Reamde — book review

REAMDE by Neal Stephenson. Atlantic Books £18.99

Reviewed by Jim Steel

Stephenson’s latest behemoth is set now. Richard Forthrast is a multimillionaire who has made his fortune through a World of Warcraft clone called T’rain. Having learned from the original, he has made it easy for Chinese kids to become gold farmers since that is an arrangement that suits everyone. The kids do all the slogging in this on-line fantasy world and sell all of the magic gizmos to the lazy, rich westerners. Someone comes up with the anagrammatic REAMDE virus which locks down players’ info, forcing them to tramp across the virtual world to deposit a small sum of virtual gold. When Peter, boyfriend of Richard’s adopted niece Zula, sells some credit card numbers to the Russian mafia and infects their data, both Peter and Zula are kidnapped by the mafia and flown to China to track down the hacker. The insane mafia boss has hired a team of ex-Spartnez security consultants to take out the hacker but Zula, trying to avoid bloodshed, sends them to the wrong floor. Unfortunately this floor contains an Islamic terrorist cell which is being watched by MI6. Much carnage ensues. The cast splinters and proceeds to have adventures around the Pacific Rim.

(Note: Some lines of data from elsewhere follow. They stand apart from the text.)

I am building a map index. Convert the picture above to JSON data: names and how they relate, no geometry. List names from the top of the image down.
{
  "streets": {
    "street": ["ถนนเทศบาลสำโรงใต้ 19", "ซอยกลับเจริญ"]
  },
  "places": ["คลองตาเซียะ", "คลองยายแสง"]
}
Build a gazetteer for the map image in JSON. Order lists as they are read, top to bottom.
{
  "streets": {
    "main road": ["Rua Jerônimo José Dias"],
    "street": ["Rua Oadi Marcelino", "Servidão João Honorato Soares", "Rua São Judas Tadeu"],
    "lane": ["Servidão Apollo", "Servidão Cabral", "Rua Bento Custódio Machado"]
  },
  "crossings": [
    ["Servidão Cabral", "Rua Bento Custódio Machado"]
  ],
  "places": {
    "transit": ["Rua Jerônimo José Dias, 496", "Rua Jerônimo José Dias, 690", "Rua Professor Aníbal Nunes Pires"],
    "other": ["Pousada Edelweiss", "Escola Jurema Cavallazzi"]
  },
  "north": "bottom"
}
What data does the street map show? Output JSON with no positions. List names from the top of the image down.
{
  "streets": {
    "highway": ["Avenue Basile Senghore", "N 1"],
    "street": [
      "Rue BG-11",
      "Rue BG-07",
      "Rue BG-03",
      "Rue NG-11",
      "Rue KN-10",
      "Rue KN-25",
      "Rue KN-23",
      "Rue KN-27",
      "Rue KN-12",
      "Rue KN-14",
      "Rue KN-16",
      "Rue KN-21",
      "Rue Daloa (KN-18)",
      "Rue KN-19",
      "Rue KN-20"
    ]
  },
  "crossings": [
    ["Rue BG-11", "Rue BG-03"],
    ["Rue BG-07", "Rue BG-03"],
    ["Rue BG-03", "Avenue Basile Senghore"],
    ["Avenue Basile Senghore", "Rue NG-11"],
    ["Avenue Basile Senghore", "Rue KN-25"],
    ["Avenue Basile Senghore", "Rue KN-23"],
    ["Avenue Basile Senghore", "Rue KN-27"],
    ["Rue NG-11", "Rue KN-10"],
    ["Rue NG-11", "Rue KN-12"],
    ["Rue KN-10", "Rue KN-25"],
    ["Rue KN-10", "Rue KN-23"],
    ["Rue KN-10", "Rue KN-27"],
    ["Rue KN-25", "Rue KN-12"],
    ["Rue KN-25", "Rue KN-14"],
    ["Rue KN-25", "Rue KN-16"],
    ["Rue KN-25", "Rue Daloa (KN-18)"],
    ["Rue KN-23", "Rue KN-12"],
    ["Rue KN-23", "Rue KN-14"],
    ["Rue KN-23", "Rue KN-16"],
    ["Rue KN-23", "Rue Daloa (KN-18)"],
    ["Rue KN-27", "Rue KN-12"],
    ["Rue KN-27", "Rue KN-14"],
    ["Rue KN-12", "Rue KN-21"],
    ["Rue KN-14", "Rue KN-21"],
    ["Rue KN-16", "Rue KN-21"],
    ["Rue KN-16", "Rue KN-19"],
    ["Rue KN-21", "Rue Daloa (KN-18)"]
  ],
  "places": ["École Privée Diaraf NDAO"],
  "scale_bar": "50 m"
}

Some say that this isn’t science fiction but there is a point pretty early on where Stephenson makes a Brontian address directly to you, Reader, which demonstrates that this is a novel. The brief parts that take place in the world of T’rain are just as valid as the parts that take place in the ‘real’ world, even when layered with the irony of the players. Given that much of this geeks ’n’ guns adventure reads like a novelisation of a Bond movie, the real world should really be taken with a pinch of salt as well. One of the Spetsnaz, the almost superhuman Sokolov, even notes the importance of carrying a towel. It is also a romantic comedy with plenty of obstacles lying in the way of several potential couples.

REAMDE is enormous fun to read and feels as if the author had a great time writing it. It is, however, an enormous book – 7 cm across its smallest dimension – and it may well be Stephenson’s personal contribution to the eBook revolution. There is little else about it that is revolutionary, though; WoW was spoofed by South Park years ago, and the Russian mafia and home-grown British fundamentalists feel like yesterday’s news. Even the focus on the Pacific Rim feels somewhat quaint these days (take that, India and Brazil!). More worryingly, the Islamic fundamentalists are portrayed as psychotic killers whereas the Christian fundamentalists are portrayed as stoic eccentrics (Anders Breivik showed the error of that line of thinking) and one can’t help wondering if this had any bearing on Stephenson’s decision to make Zula an African orphan.

You will enjoy it despite its flaws but it won’t change your life. Unless you drop it on your foot, that is.